Capital gains tax can be short-term or long-term. If shareholders keep the shares for less than a year, gains or losses are short-term. If they hold the shares for a year or more, the gains or losses are long-term. Short-term capital gains are taxed as ordinary income, while long-term capital gains are taxed at a lower rate. The capital gains tax is based on when the donor purchased the shares, not when the recipient received the shares.

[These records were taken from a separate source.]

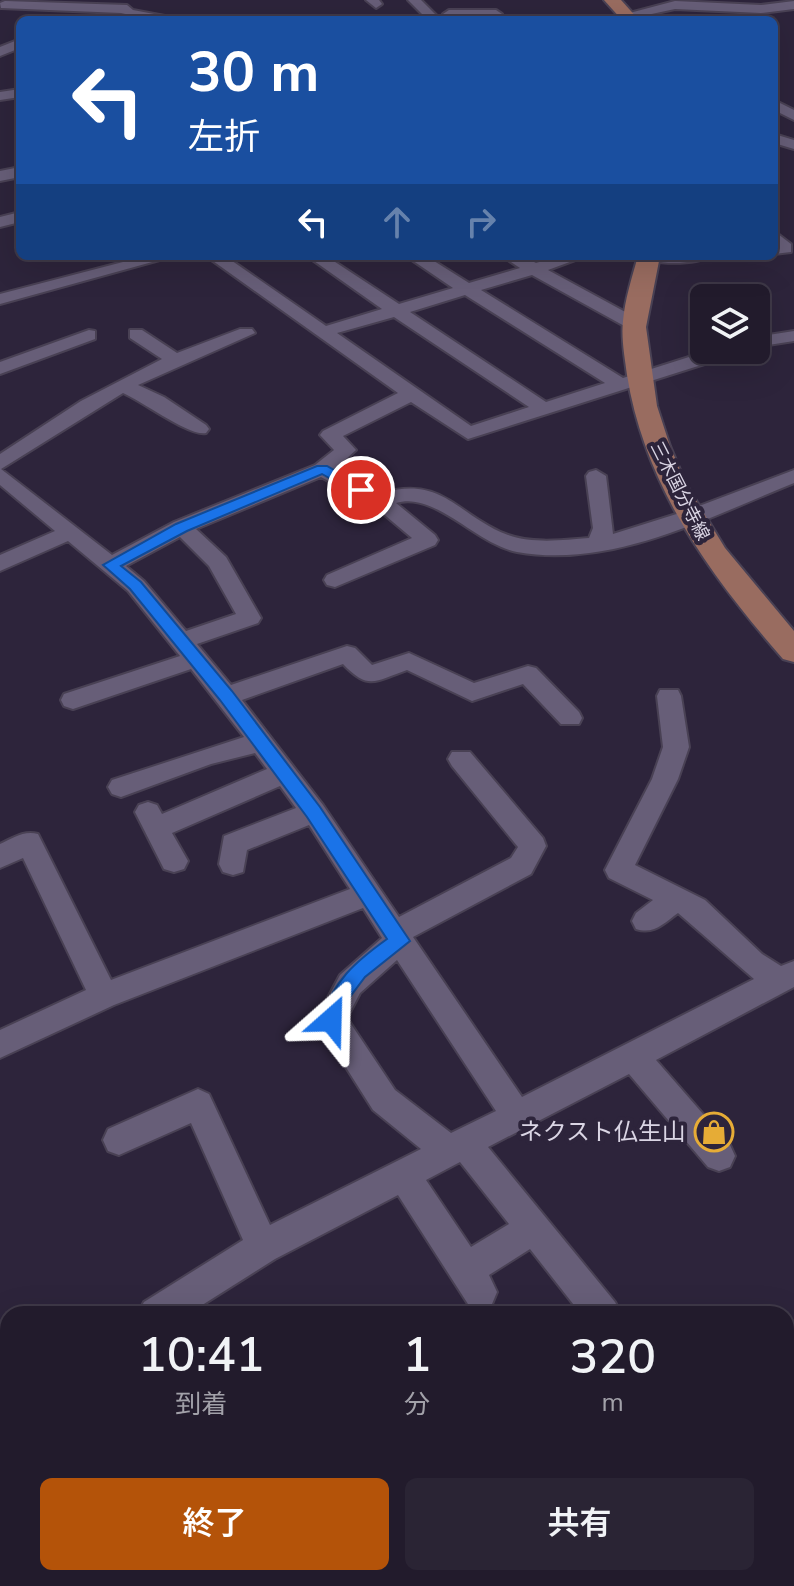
<!DOCTYPE html>
<html lang="ja">
<head>
<meta charset="utf-8">
<style>
	:root { --surface:#221b2c; --page:#2a2434; --text:#f1f3f6; --muted:#a2a1a9; --line:#3f3948; --accent:#b45309 }
	body { margin:0; font-family:"Nunito Sans","Noto Sans JP",sans-serif; background:var(--page); color:var(--text); height:100vh; display:flex; flex-direction:column; font-size:30px; white-space:nowrap }
	* { box-sizing:border-box; margin:0 }
	p { font-size:26px; color:var(--muted) }
	.icon { flex:none; width:44px; height:44px; fill:none; stroke:currentColor; stroke-width:2; stroke-linecap:round; stroke-linejoin:round }
	.map { position:relative; flex:1; overflow:hidden }
	.details { position:absolute; left:0px; top:1306px; width:794px; height:280px; display:flex; flex-direction:column; background:var(--surface); border-radius:24px 24px 0 0; box-shadow:0 8px 32px #0002,0 0 0 2px var(--line) }
	.details>* { flex:none }
	.banner { position:absolute; left:16px; top:16px; width:762px; height:244px; border-radius:12px; box-shadow:0 8px 32px #0002,0 0 0 2px var(--line); background:#1a4fa0; color:#fff; overflow:hidden }
	.buttons { position:absolute; left:690px; top:284px; display:grid; gap:16px }
	.buttons a { display:grid; place-items:center; width:80px; height:80px; border-radius:12px; background:var(--surface); box-shadow:0 8px 32px #0002,0 0 0 2px var(--line); font-size:40px }
	.pin { position:absolute; display:grid; place-items:center; width:68px; height:68px; color:#fff; margin:-34px; border:4px solid #fff; border-radius:50%; box-shadow:0 2px 8px #0007 }
	.me { position:absolute; width:88px; margin:-44px; rotate:25deg; stroke-linejoin:round; filter:drop-shadow(0 0 6px #0008) }
	.turn { display:flex; align-items:center; gap:28px; height:168px; padding:0 40px; font-size:36px }
	.turn .icon { width:104px; height:104px; stroke-width:2.5 }
	.turn b { display:block; font-size:56px; line-height:68px }
	.lanes { display:flex; align-items:center; height:76px; padding:0 40px; background:#0003; justify-content:center; gap:40px; direction:ltr }
	.lanes .off { opacity:.35 }
	.eta { display:flex; justify-content:space-evenly; align-items:center; height:136px; text-align:center }
	.eta b { font-size:48px; font-weight:600; line-height:56px }
	.cta { display:flex; gap:16px; margin-top:auto; padding:16px 40px }
	.cta a { flex:1; height:92px; border-radius:12px; background:var(--accent); color:#fff; font-size:32px; font-weight:600; line-height:92px; text-align:center }
	.cta a+a { background:var(--page); color:var(--text) }
	.map>svg:first-child { display:block }
</style>
</head>
<body>
<div class="map">
<svg width="794" height="1586" viewBox="0 0 794 1586">
	<rect width="100%" height="100%" fill="#2d243b"/>
	<g fill="none" stroke-linecap="round" stroke-linejoin="round">
		<defs>
			<g id="minor">
				<path d="M366,0H379L382,4L376,8Z"/>
				<path d="M408,0H421L441,20H428Z"/>
				<path d="M5,1L127,5L133,10L186,20H152L121,13L1,8L0,3Z"/>
				<path d="M675,1L761,5L794,1V9L761,13L675,9L628,19L622,15Z"/>
				<path d="M449,10H496L502,14L496,18L445,17L443,14Z"/>
				<path d="M20,39V48L0,56V47Z"/>
				<path d="M20,89V97L0,100V92Z"/>
				<path d="M774,100L794,110V120L774,110Z"/>
				<path d="M774,134L794,140V149L774,143Z"/>
				<path d="M20,167V177L0,181V171Z"/>
				<path d="M20,212V222L0,227V217Z"/>
				<path d="M774,231L791,244V252L774,254Z"/>
				<path d="M146,256H174L0,304V294Z"/>
				<path d="M206,256H225L326,326L382,309L307,256H326L399,304L453,288L406,256H426L469,283L520,268L502,256H522L536,263L560,256H586L548,270L640,320V328H628L532,275L481,290L623,378L711,350H739L736,354L468,439L411,402L343,436L356,450L336,468L383,493C443,475 459,517 508,535C533,544 564,540 589,538L593,528L586,476L589,472L596,470L606,476L613,534L686,511L794,470V483C709,517 612,569 517,552C476,544 435,491 396,503L435,535L438,540L435,545L335,587L327,585L324,580L327,575L412,538L374,506L321,477L196,529L226,557L261,618L258,623L197,644L231,685L347,646L355,648L372,665L409,653L474,683L528,666L536,668L579,712L582,718L579,724H561L523,684L472,701L407,670C375,681 369,691 343,664L242,700L323,805L399,917L511,858L518,847L452,766L448,759L452,752H470L543,838L546,846L531,874L413,937L522,1097L754,979L678,913C664,923 654,935 636,929L632,921L636,913L653,900L609,878L605,870L652,779L663,747L657,696L660,690H678L681,696L689,747L678,779L635,865L705,900L762,954L781,966L794,961V987L656,1060L730,1145L735,1156L730,1167L719,1171L708,1167L629,1074L488,1147L615,1302L621,1314H581L530,1249L489,1275L497,1292L492,1304L480,1309L468,1304L398,1195L275,1259L188,1314H138L144,1302L243,1240L191,1123L119,1155L108,1151L103,1140L108,1129L198,1089L209,1094L270,1225L421,1149L373,1110L316,1020L340,975L382,938L363,908L114,1005L0,1058V1030L86,990L23,858L0,868V844C13,838 24,830 38,834L111,980L350,889L309,825L247,850L243,872L233,875L223,872L219,864L224,836L296,808L280,786L172,833L188,861L184,869L174,872L164,869L135,812L139,805L148,802L157,805L162,814L267,769L255,753L211,764L121,797L112,794L108,787L112,780L244,737L191,669L73,709L64,706L61,700L64,694L180,656L128,591L68,541L0,571V555L55,531L0,485V454L81,401L162,359L130,338V330H142L177,353L240,329H252L255,333L138,385L164,397L206,425L209,429L206,433C190,437 142,401 123,393L1,469L112,555L174,522L315,465L334,450L320,435L323,431L398,393ZM465,295L605,383L546,402L410,312ZM394,317L529,407L471,426L337,333ZM180,537L209,566L236,614L186,631L144,581L126,566ZM397,960L496,1111L451,1133L395,1090L347,1018L360,993ZM460,1162L509,1224L471,1247L426,1180Z"/>
				<path d="M640,256H708C698,265 650,265 640,256Z"/>
				<path d="M89,330L95,331V339L0,374V362Z"/>
				<path d="M794,331V341L756,347V337Z"/>
				<path d="M0,1371L8,1374V1425L0,1422Z"/>
				<path d="M50,1578H90L93,1586H53Z"/>
			</g>
			<g id="major">
				<path d="M604,0H621L639,20H622Z"/>
				<path d="M638,256H660L646,327L657,406L670,446L686,484L725,548L794,631V662L783,659C710,575 645,487 627,375C625,358 621,339 623,321C625,299 632,277 638,256Z"/>
			</g>
		</defs>
		<!-- minor casing -->
		<use href="#minor" stroke="#494154" stroke-width="4"/>
		<!-- major casing -->
		<use href="#major" stroke="#494154" stroke-width="4"/>
		<!-- minor -->
		<use href="#minor" fill="#675e78" fill-rule="evenodd"/>
		<!-- major -->
		<use href="#major" fill="#996c60" fill-rule="evenodd"/>
	</g>
	<!-- route -->
	<path fill="#1a73e8" stroke="#114b97" stroke-width="2" d="M317,466H327L369,490L356,493L322,474L187,531L121,566L141,582L232,691L320,807L410,941L365,977L347,1001L339,1026L331,1029L324,1026L321,1020C333,981 355,962 387,939L307,817L220,700L130,589L103,565L176,524Z"/>
	<!-- icons -->
	<defs>
		<symbol id="shop-ring" viewBox="-11 -11 22 22"><circle r="9.5" fill="#2d243b" stroke="#e6ac36" stroke-width="1.5"/><path d="M-5-2.5h2.3a2.7 3.5 0 0 1 5.4 0H5L5.5 6h-11ZM-1.5-2.5h3a1.5 2.3 0 0 0-3 0Z" fill="#e6ac36"/></symbol>
	</defs>
	<g fill-rule="evenodd">
		<use href="#shop-ring" x="692" y="1110" width="44" height="44"/>
	</g>
	<g text-anchor="middle" dominant-baseline="central" stroke-width="8" stroke-linejoin="round" paint-order="stroke">
		<!-- far-street labels -->
		<g font-size="18" fill="#dad5e4" stroke="#2d243b">
			<text transform="translate(680 491) rotate(63)">三木国分寺線</text>
		</g>
		<!-- near-poi labels -->
		<g font-size="24" fill="#dad5e4" stroke="#2d243b" text-anchor="end">
			<text x="686" y="1132">ネクスト仏生山</text>
		</g>
	</g>
</svg>
<div class="buttons">
<a><svg class="icon" aria-label="layers" viewBox="0 0 24 24"><path d="M12 4l9 5-9 5-9-5zM3 14l9 5 9-5"/></svg></a>
</div>
<div class="pin" style="left:361px;top:490px;background:#d93025"><svg class="icon" aria-label="arrive" viewBox="0 0 24 24"><path d="M6 21V4h12l-3 4 3 4H6"/></svg></div>
<svg class="me" style="left:331px;top:1020px" viewBox="-20 -20 40 40"><path d="M0-17L14 15 0 8-14 15z" fill="#1a73e8" stroke="#fff" stroke-width="4"/></svg>
<div class="banner">
<div class="turn"><svg class="icon" aria-label="left" viewBox="0 0 24 24"><path d="M17 20v-9H6M10 6l-5 5 5 5"/></svg><div><b>30 m</b>左折</div></div>
<div class="lanes"><svg class="icon" aria-label="left" viewBox="0 0 24 24"><path d="M17 20v-9H6M10 6l-5 5 5 5"/></svg><svg class="icon off" aria-label="ahead" viewBox="0 0 24 24"><path d="M12 20V5M6 11l6-6 6 6"/></svg><svg class="icon off" aria-label="right" viewBox="0 0 24 24"><path d="M7 20v-9h11M14 6l5 5-5 5"/></svg></div>
</div>
<section class="details">
<div class="eta">
<div><b>10:41</b><p>到着</p></div>
<div><b>1</b><p>分</p></div>
<div><b>320</b><p>m</p></div>
</div>
<div class="cta"><a>終了</a><a>共有</a></div>
</section>
</div>
</body>
</html>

However, if the gift amount is over any of the exclusions, the donor is liable for gift taxes. The tax rates are tiered like income tax rates. For instance, the first tier is an 18% tax on gifts between $0 and $10,000 above exclusions. If the excess gift is more than $10,000, the donor pays $1,800 ($10,000 x 18%) plus 22% on excess gifts between $10,000 and $20,000.
How to Gift Stock
If you’re thinking about gifting stock, you’re probably wondering how to actually gift it. One way is to simply transfer the stock from your brokerage account to the brokerage account of the recipient.
Transfers might be the easiest way to gift stock, but they will take out the element of surprise for your gift. To do so, you’ll need to get the recipient’s account information. You should be able to take care of the transfer from your online account. If that is not an option, you may need to call your broker and take care of the transfer with the help of a representative.
If the person you want to gift stock to is a minor, another option is to set up a custodial account. A donor sets up a custodial account for a minor and manages it themselves.
If you don’t have it already, you may need information about the minor like name, social security number or date of birth. Your broker will need this information to set up the custodial account. Once the donor sets up the custodial account, they can transfer shares like you would with other brokerage accounts.
Taking Advantage of the Lifetime Exclusion
The lifetime exclusion will decrease after 2022. So, unless a donor passes away this year, they may not be able to take advantage of the entire lifetime exclusion.
If you’re in a position to gift large amounts of stock, money, or other assets this year, you may be able to gift up to your entire lifetime exclusion in 2022 before it decreases. In doing so, you’ll have the additional pleasure of watching your gifts benefit the recipients. Please consult your tax advisor before making any decisions.